Another strand of iron working came through William Ashmore who, at his Hope Iron Works, manufactured Gas Holders (the remains of some can still be seen by the Oval cricket ground and near the railway line from St Pancras), Boilers and Bridges. In time, Ashmore was joined by R.S. Benson and Edward Pease who invented the telescopic gas holder. The company became the Power Gas Corporation of which Ludwig Mond took control in 1901. Power Gas and Head Wrightson later became part of Davy International and then Trafalgar House.

The South Durham Iron and Steel company produced a large proportion of the plates used in Newcastle shipbuilding as well as in Stockton’s own industries. One of these was to produce enormous pipes, 30ft in length and 96 inches in diameter welded by a water-gas process.

There were many other iron works which did not decline until the old staples were hit in the mid interwar years. Iron works in Stockton cast rails for the Indian rail system.
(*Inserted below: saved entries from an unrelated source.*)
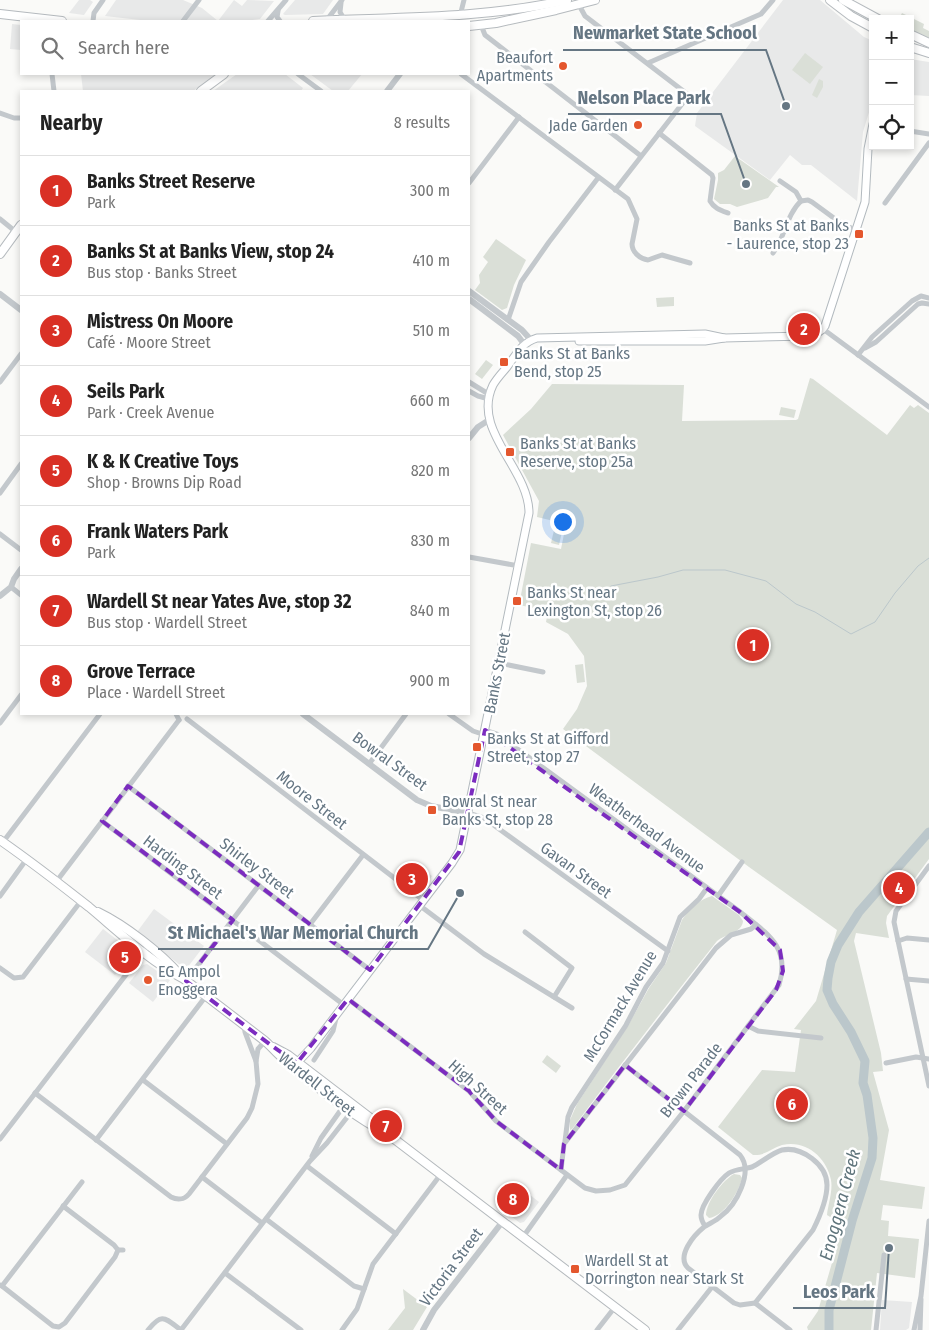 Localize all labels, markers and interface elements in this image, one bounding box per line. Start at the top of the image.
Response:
map controls [869,15,914,150]
button: + [869,15,914,60]
callout: Newmarket State School [563,17,766,50]
search box [20,20,470,75]
text: Newmarket State School [573,22,757,44]
icon: search [38,34,66,62]
text: Search here [78,36,170,59]
place label: Beaufort Apartments [477,48,554,85]
marker: Beaufort Apartments [557,60,569,72]
button: − [869,60,914,105]
callout: Nelson Place Park [568,81,721,114]
text: Nelson Place Park [578,87,711,109]
button: locate [869,105,914,150]
text: Nearby [40,110,102,136]
text: 8 results [394,113,450,132]
place label: Jade Garden [548,116,628,135]
marker: Jade Garden [632,119,644,131]
text: Banks Street Reserve [87,170,255,193]
text: 1 [53,181,59,200]
text: 300 m [410,181,450,200]
text: Park [87,193,115,212]
place label: Banks St at Banks - Laurence, stop 23 [727,216,849,253]
marker: Banks St at Banks - Laurence, stop 23 [853,228,865,240]
text: Banks St at Banks View, stop 24 [87,240,334,263]
text: 2 [52,251,60,270]
text: 410 m [412,251,450,270]
text: Bus stop · Banks Street [87,263,237,282]
text: Mistress On Moore [87,310,233,333]
pin: 2 [788,310,820,348]
text: 3 [52,321,60,340]
text: 510 m [413,321,450,340]
text: Café · Moore Street [87,333,211,352]
place label: Banks St at Banks Bend, stop 25 [514,344,630,381]
marker: Banks St at Banks Bend, stop 25 [498,356,510,368]
text: Seils Park [87,380,164,403]
text: 4 [52,391,60,410]
text: 660 m [410,391,450,410]
text: Park · Creek Avenue [87,403,214,422]
place label: Banks St at Banks Reserve, stop 25a [520,434,636,471]
marker: Banks St at Banks Reserve, stop 25a [504,446,516,458]
text: K & K Creative Toys [87,450,239,473]
text: 5 [52,461,60,480]
text: 820 m [411,461,450,480]
text: Shop · Browns Dip Road [87,473,242,492]
your location [550,509,576,535]
text: Frank Waters Park [87,520,228,543]
text: 6 [52,531,60,550]
text: 830 m [410,531,450,550]
text: Park [87,543,115,562]
place label: Banks St near Lexington St, stop 26 [527,583,662,620]
text: Wardell St near Yates Ave, stop 32 [87,590,351,613]
marker: Banks St near Lexington St, stop 26 [511,595,523,607]
text: 7 [53,601,59,620]
text: 840 m [410,601,450,620]
text: Bus stop · Wardell Street [87,613,247,632]
pin: 1 [737,626,769,664]
street label: Banks Street [480,630,514,715]
text: Grove Terrace [87,660,195,683]
text: 8 [52,671,60,690]
text: 900 m [409,671,450,690]
text: Place · Wardell Street [87,683,225,702]
street label: Bowral Street [349,728,432,795]
place label: Banks St at Gifford Street, stop 27 [487,729,609,766]
marker: Banks St at Gifford Street, stop 27 [471,741,483,753]
street label: Moore Street [273,767,352,834]
street label: Weatherhead Avenue [585,779,709,877]
place label: Bowral St near Banks St, stop 28 [442,792,553,829]
marker: Bowral St near Banks St, stop 28 [426,804,438,816]
street label: Harding Street [140,831,227,903]
street label: Shirley Street [216,834,299,903]
street label: Gavan Street [537,838,616,903]
pin: 3 [396,860,428,898]
pin: 4 [883,869,915,907]
callout: St Michael's War Memorial Church [158,916,428,949]
text: St Michael's War Memorial Church [168,922,418,944]
pin: 5 [109,938,141,976]
street label: McCormack Avenue [579,947,661,1065]
place label: EG Ampol Enoggera [158,962,220,999]
marker: EG Ampol Enoggera [142,974,154,986]
street label: Brown Parade [656,1039,726,1121]
street label: Wardell Street [275,1048,360,1120]
street label: High Street [445,1056,512,1119]
pin: 6 [776,1085,808,1123]
pin: 7 [370,1107,402,1145]
water label: Enoggera Creek [815,1147,865,1263]
pin: 8 [497,1180,529,1218]
street label: Victoria Street [415,1224,487,1310]
place label: Wardell St at Dorrington near Stark St [585,1251,744,1288]
marker: Wardell St at Dorrington near Stark St [569,1263,581,1275]
callout: Leos Park [793,1275,885,1308]
text: Leos Park [803,1281,876,1303]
Examples of such rail stamped 'Stockton 1891' were re-used in the single track railway in what was Persia.

One possibly unsung hero was John Walker who invented the friction match. It was said that Michael Faraday visited Stockton to meet the inventor and to encourage production which Walker declined.

Further reading:

  • Robert Woodhouse, Stockton Past (Chichester: Phillimore, 1994)
  • Tom Sowler, A History of the Town and Borough of Stockton-on-Tees (Teeside Museums and Art Galleries, 1972)

Manufacturing places - the art of re-invention

My exploration of British manufacturing has been sector by sector and chronological. I am now beginning to join up the dots and explore thos...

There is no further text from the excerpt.